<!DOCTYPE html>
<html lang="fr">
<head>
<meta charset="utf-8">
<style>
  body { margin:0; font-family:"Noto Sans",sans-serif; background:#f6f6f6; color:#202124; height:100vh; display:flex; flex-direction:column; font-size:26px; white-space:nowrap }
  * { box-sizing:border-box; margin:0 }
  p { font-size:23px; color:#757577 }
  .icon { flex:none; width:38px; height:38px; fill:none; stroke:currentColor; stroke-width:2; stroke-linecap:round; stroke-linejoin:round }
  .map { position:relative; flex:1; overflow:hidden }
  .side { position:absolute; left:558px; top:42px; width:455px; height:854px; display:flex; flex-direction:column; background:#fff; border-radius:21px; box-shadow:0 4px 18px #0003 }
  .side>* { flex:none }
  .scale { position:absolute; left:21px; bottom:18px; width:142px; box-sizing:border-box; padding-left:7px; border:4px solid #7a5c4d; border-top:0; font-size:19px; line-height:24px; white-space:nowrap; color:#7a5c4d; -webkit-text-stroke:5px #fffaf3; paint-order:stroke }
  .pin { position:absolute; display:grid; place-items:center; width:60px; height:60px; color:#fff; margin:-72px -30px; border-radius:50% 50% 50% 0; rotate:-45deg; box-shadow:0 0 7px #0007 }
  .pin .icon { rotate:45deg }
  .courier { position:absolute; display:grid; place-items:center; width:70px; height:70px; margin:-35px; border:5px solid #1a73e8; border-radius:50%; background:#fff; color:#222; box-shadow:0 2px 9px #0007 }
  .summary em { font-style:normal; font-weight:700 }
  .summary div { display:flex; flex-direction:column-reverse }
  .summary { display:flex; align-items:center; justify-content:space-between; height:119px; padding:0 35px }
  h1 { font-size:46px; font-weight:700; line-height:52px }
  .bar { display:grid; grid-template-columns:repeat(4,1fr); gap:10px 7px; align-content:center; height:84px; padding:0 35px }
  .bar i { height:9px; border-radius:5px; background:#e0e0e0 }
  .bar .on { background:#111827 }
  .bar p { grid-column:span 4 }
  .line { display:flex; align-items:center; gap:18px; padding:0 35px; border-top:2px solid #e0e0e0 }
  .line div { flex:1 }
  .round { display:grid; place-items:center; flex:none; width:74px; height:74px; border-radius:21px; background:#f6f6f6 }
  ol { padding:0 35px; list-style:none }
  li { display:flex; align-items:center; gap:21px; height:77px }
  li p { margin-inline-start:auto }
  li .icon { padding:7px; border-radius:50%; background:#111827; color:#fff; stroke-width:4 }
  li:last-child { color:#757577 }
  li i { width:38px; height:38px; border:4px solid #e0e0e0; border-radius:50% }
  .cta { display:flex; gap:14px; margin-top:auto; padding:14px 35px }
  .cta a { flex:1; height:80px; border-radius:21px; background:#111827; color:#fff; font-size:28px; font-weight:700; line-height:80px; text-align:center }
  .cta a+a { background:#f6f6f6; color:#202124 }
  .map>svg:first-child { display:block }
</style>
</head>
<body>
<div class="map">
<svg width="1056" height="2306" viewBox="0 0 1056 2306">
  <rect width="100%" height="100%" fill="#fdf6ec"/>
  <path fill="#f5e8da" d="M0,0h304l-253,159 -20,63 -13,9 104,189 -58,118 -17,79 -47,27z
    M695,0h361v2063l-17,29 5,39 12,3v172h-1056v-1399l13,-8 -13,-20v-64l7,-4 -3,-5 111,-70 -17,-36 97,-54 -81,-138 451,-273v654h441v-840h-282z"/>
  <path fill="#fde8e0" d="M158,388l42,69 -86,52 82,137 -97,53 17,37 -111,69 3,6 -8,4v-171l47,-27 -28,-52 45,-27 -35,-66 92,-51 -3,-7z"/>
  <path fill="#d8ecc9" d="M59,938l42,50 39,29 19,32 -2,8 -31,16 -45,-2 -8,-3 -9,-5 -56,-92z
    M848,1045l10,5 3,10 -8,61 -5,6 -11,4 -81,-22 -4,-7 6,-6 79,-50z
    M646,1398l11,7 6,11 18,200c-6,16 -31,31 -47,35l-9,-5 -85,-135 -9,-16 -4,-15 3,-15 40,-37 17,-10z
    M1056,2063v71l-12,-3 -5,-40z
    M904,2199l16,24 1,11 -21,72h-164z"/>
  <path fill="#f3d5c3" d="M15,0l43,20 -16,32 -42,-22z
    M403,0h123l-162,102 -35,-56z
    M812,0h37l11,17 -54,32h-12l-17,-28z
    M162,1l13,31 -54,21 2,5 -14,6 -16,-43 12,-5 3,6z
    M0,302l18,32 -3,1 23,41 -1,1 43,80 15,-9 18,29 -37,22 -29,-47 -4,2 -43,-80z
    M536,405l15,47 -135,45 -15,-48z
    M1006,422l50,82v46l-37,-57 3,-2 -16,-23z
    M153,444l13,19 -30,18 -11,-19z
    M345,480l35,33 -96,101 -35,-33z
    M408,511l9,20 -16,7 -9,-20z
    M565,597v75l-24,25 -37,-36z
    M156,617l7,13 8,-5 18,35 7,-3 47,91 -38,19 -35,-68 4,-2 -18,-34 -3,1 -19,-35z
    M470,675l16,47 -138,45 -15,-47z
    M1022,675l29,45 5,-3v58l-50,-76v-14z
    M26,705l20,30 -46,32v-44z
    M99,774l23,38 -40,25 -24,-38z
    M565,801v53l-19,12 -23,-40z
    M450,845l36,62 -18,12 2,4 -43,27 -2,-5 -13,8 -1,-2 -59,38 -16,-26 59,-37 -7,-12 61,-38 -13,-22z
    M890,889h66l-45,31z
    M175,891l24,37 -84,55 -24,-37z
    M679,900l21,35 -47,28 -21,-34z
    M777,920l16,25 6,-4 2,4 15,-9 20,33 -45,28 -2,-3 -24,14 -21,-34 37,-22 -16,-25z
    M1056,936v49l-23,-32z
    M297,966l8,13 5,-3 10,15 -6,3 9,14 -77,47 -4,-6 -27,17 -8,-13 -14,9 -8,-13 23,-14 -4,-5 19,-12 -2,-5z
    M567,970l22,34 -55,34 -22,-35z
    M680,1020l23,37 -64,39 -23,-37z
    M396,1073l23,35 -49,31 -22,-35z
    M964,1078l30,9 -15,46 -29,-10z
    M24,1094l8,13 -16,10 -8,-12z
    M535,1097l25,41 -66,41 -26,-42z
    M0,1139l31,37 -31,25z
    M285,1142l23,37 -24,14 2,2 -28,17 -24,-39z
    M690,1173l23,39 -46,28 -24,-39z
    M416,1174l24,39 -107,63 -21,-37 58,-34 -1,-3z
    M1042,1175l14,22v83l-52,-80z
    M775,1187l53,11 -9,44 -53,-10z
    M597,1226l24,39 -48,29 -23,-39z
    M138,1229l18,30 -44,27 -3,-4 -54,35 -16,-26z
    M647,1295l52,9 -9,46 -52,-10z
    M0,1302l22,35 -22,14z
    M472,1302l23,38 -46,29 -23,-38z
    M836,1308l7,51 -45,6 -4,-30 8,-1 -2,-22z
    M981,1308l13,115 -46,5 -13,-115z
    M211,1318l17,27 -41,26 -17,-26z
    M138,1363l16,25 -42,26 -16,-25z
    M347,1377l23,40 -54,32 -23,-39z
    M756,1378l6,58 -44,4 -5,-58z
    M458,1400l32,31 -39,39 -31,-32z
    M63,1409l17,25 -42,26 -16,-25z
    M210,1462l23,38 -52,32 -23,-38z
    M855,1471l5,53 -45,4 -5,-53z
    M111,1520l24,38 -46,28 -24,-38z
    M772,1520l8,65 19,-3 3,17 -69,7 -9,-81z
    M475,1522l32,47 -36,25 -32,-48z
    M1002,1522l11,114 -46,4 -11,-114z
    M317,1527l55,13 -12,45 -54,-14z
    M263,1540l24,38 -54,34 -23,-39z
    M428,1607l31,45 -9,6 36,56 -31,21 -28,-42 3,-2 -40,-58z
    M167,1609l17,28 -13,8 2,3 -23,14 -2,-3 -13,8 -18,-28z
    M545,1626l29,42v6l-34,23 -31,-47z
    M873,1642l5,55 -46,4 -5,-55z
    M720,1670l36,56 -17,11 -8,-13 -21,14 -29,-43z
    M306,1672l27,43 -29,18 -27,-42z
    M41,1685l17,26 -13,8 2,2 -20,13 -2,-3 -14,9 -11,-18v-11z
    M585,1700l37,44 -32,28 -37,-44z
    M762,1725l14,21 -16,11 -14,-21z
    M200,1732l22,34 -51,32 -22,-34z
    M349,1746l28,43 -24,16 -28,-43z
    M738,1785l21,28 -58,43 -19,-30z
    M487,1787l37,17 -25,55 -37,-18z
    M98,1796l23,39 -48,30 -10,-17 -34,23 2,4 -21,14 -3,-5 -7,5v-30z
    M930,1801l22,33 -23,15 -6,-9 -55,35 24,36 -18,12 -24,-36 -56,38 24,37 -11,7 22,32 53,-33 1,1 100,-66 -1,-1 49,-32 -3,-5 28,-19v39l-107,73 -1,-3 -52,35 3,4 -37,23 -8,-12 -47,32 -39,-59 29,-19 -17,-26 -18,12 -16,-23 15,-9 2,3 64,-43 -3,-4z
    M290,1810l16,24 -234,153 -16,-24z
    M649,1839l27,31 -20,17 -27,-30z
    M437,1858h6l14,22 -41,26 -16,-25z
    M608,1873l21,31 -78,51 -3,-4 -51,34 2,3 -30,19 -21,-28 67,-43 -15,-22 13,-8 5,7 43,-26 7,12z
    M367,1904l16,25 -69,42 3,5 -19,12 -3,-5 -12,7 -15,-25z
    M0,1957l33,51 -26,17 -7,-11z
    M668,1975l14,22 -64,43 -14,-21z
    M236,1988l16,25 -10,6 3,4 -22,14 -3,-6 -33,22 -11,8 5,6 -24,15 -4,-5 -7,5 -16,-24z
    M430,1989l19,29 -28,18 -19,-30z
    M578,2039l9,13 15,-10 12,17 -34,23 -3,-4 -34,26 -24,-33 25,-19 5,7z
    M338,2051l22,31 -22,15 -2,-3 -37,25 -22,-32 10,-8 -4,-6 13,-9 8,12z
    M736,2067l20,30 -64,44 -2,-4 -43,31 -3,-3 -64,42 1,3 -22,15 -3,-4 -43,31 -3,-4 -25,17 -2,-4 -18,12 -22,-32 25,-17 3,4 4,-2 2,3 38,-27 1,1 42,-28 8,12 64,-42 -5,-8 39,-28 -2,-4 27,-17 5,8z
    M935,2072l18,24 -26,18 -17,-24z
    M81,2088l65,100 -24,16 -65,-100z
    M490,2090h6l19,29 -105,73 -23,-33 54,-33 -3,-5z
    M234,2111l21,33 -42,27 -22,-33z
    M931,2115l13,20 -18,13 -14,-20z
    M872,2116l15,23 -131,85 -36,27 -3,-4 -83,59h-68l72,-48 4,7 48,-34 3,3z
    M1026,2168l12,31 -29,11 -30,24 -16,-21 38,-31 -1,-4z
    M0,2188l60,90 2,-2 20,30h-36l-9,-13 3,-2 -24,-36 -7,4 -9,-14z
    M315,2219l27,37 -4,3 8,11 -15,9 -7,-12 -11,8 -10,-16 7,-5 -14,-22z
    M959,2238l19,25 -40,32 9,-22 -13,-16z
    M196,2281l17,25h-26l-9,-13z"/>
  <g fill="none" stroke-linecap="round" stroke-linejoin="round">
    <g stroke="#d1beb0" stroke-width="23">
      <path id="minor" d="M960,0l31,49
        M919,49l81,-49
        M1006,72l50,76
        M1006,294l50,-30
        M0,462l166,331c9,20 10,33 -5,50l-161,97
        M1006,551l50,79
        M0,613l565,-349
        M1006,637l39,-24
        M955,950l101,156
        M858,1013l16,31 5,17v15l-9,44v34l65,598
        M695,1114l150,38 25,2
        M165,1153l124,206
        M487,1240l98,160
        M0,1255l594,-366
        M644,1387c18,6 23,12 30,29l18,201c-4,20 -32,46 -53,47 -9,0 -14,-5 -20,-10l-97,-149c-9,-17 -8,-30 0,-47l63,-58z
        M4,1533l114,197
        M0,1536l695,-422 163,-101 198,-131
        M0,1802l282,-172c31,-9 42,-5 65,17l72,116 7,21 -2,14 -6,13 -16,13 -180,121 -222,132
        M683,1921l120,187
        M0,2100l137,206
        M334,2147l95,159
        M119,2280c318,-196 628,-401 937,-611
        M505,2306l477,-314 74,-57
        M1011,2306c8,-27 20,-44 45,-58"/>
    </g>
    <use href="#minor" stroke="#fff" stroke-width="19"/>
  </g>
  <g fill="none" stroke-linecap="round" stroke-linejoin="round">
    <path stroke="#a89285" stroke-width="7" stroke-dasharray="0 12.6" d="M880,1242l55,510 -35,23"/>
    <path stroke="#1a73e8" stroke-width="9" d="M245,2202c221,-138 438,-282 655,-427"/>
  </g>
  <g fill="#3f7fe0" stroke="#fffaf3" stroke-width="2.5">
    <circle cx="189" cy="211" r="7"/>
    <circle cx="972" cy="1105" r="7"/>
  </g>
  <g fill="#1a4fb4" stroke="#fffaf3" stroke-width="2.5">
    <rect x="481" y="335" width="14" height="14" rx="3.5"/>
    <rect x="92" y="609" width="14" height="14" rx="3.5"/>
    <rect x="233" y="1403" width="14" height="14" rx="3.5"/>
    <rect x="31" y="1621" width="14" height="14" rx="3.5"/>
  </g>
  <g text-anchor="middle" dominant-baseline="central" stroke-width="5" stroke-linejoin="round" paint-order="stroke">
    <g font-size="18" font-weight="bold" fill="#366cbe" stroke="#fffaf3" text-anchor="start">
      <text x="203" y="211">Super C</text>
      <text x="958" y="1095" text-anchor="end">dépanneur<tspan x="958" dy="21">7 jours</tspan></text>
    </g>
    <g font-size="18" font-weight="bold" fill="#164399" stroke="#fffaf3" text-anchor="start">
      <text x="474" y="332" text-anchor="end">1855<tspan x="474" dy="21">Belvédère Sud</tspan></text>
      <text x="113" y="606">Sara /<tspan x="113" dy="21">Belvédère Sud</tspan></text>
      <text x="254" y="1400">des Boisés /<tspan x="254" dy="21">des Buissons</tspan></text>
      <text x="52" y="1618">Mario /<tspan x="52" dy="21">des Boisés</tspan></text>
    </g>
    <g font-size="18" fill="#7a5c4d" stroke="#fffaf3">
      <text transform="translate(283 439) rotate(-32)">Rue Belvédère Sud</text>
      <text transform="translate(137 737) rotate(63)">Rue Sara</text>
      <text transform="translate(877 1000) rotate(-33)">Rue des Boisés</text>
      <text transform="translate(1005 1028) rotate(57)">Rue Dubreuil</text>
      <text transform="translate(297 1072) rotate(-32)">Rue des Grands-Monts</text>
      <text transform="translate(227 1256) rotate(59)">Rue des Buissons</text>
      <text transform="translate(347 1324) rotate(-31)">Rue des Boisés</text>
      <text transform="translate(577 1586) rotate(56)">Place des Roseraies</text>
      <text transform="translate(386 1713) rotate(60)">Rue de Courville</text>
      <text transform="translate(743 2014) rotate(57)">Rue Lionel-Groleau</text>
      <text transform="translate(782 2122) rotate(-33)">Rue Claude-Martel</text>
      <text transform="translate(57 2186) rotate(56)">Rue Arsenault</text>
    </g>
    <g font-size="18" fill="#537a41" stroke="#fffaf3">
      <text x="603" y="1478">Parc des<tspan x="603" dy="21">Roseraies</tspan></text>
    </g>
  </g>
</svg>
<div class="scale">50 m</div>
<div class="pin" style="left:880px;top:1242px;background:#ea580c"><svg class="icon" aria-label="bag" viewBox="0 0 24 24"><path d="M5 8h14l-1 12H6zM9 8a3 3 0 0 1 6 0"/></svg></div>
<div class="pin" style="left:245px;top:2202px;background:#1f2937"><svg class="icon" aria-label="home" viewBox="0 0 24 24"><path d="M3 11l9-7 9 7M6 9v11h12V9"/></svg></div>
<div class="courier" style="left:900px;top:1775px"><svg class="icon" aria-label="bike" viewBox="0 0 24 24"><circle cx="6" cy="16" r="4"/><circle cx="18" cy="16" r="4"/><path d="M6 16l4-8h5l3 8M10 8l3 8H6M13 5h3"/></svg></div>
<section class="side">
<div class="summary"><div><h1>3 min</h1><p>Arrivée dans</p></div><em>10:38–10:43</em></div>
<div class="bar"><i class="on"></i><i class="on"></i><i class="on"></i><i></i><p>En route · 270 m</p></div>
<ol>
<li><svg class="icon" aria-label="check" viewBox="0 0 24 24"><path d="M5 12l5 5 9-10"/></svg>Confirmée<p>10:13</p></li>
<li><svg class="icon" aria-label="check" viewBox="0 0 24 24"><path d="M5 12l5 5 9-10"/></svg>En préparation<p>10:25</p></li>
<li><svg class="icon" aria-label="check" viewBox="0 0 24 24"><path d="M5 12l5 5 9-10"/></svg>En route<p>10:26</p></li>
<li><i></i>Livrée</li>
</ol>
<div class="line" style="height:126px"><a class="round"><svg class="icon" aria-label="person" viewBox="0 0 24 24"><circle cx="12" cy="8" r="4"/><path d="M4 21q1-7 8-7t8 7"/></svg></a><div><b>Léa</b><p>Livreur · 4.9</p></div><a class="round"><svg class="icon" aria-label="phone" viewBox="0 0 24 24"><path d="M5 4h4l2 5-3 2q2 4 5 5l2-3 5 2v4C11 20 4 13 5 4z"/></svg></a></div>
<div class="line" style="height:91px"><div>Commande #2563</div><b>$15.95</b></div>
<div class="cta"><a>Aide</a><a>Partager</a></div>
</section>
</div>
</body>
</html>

*Work item*.
As you read the records above, find each line that contains "route" and copy it.

*Response to the exercise*.
<div class="bar"><i class="on"></i><i class="on"></i><i class="on"></i><i></i><p>En route · 270 m</p></div>
<li><svg class="icon" aria-label="check" viewBox="0 0 24 24"><path d="M5 12l5 5 9-10"/></svg>En route<p>10:26</p></li>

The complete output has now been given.